Friday, November 16, 2007

Ubyssey Film Review: Thin


by Joanna Chiu Culture Writer
In our culture, the image of a thin woman is glamorous, but as she gets thinner, society judges her body as repulsive.
“Anorexia is sometimes seen as the illness of the rich and famous,” said Lauren Greenfield, director of the documentary Thin. “We reward people who are thinner. Most anorexics will tell you that in the beginning, when they are losing weight, they get a lot of positive feedback, and yet, once they go beyond a certain point and get too thin, people are repulsed by them.”
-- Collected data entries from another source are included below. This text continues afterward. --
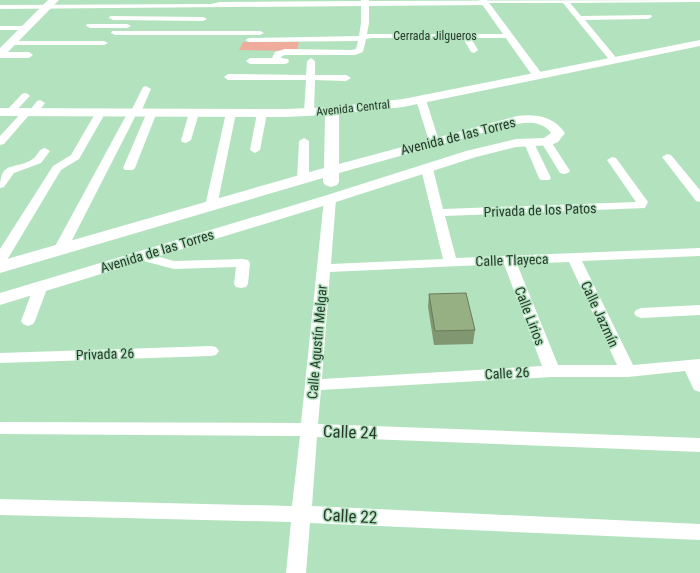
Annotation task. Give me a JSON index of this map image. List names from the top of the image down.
{
  "streets": {
    "main road": ["Avenida Central", "Avenida de las Torres", "Calle Agustín Melgar"],
    "street": [
      "Cerrada Jilgueros",
      "Privada de los Patos",
      "Calle Tlayeca",
      "Calle Jazmín",
      "Calle Lirios",
      "Privada 26",
      "Calle 26",
      "Calle 24",
      "Calle 22"
    ]
  },
  "crossings": [
    ["Avenida Central", "Calle Agustín Melgar"],
    ["Avenida de las Torres", "Calle Agustín Melgar"],
    ["Calle Tlayeca", "Calle Jazmín"],
    ["Calle Tlayeca", "Calle Lirios"],
    ["Calle Tlayeca", "Calle Agustín Melgar"],
    ["Calle Jazmín", "Calle 26"],
    ["Calle Lirios", "Calle 26"],
    ["Calle Agustín Melgar", "Calle 26"],
    ["Calle Agustín Melgar", "Calle 24"],
    ["Calle Agustín Melgar", "Calle 22"]
  ]
}
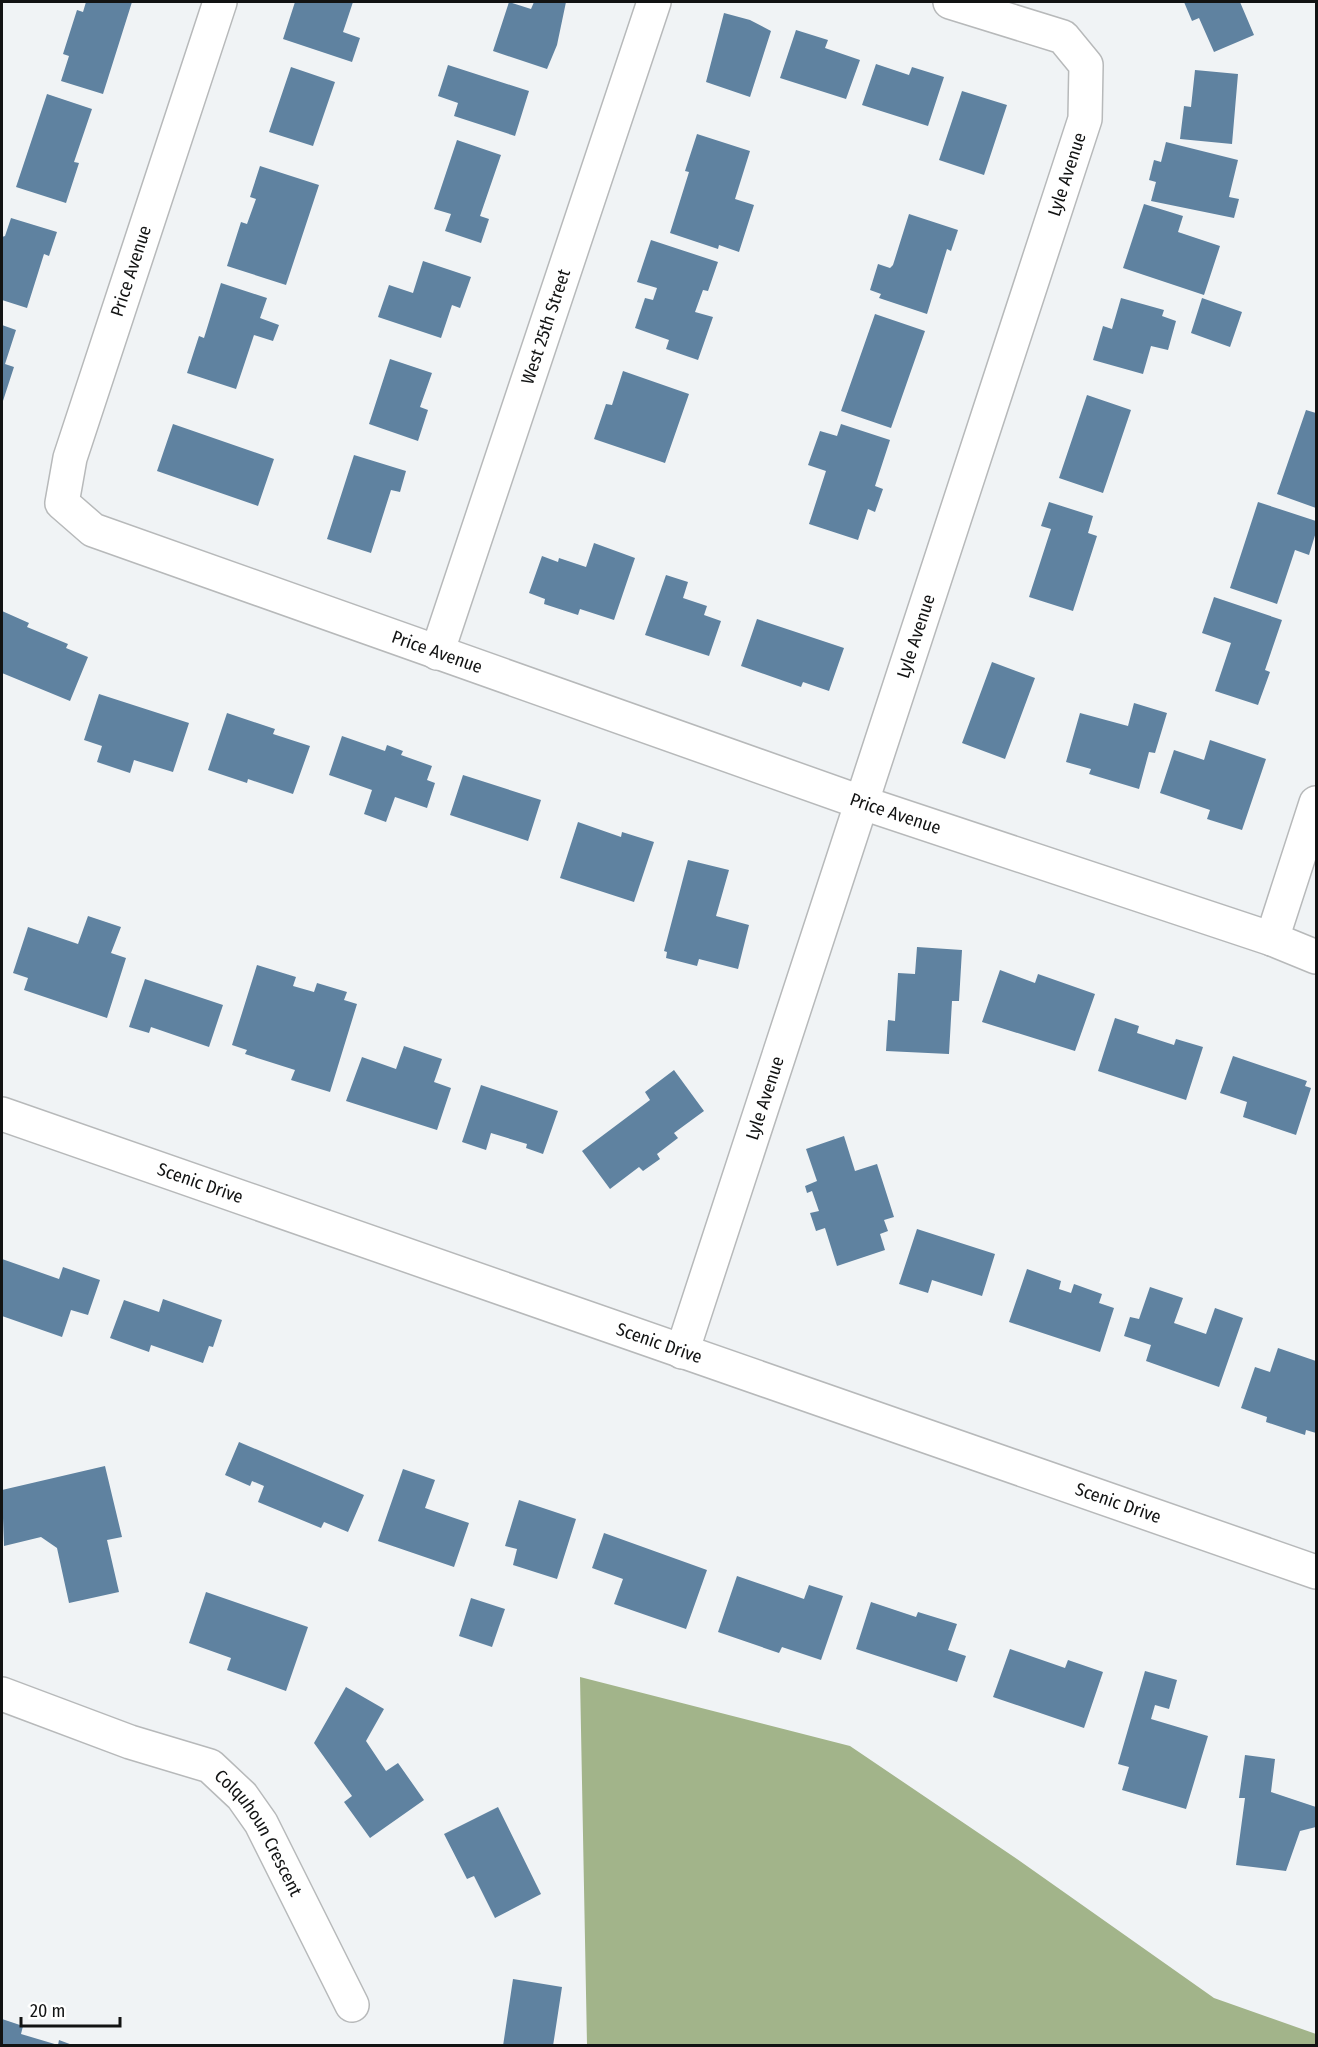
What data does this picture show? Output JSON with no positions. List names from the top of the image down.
{
  "streets": {
    "street": [
      "Lyle Avenue",
      "Price Avenue",
      "West 25th Street",
      "Scenic Drive",
      "Colquhoun Crescent"
    ]
  },
  "crossings": [
    ["Lyle Avenue", "Price Avenue"],
    ["Lyle Avenue", "Scenic Drive"],
    ["Price Avenue", "West 25th Street"]
  ],
  "scale_bar": "20 m"
}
Greenfield is a veteran photographer who applies an anthropological and sociological perspective to her work. Thin, her debut, has already won the Documentary Grand Jury Prize at the Boston Independent Film Festival.
Thin arose from one of her previous projects, Girl Culture, in which she explored through a mixture of photographs and interviews how the body has become the primary expression of identity for females. She recognised that “eating disorders are the most pathological form of the body project, an extreme example of how girls and women use their bodies as their voices.”
After visiting the Renfrew Center, a treatment facility for eating disorders in Florida, Greenfield decided to take on a more in-depth project about eating disorders. She used film because “eating disorders is a very hard story to tell in photographs; it is very psychological, it is very verbal. You really need to see change over time to look at treatment.”
For two years, Greenfield practically lived at the Renfrew Centre, following the treatment of four women ranging from age 15 to age 30: Brittany, Shelley, Alyssa and Polly. Greenfield filmed solo when the rest of her crew went home on nights and weekends, accumulating over 200 hours of footage.
She developed trusting relationships with her subjects—the women she filmed purging and relapsing — but she never abandoned her role as a documentarist. “My purpose there was to document what was going on, and not to intervene. I usually didn’t feel torn about that because they were in a structure where there were many experts highly trained to help them.”
Greenfield does not believe that her film could “cure” anyone of an eating disorder. “It is a very manipulative, secretive illness. In the end, people have to want to get help to get help.” However, Greenfield, as a photographer, filmmaker and writer, raises awareness about eating disorders and helps create alternative media that does not promote stereotyped ideals of beauty.
After the screening of Thin at the Vancouver Film Festival in October, Greenfield stood in the middle of a throng of audience members. One woman spoke about her sister who had smoked to lose weight. She tells the filmmaker that if her sister had seen Thin, she might still be alive today. Another woman simply said, “Thank you for this gift.”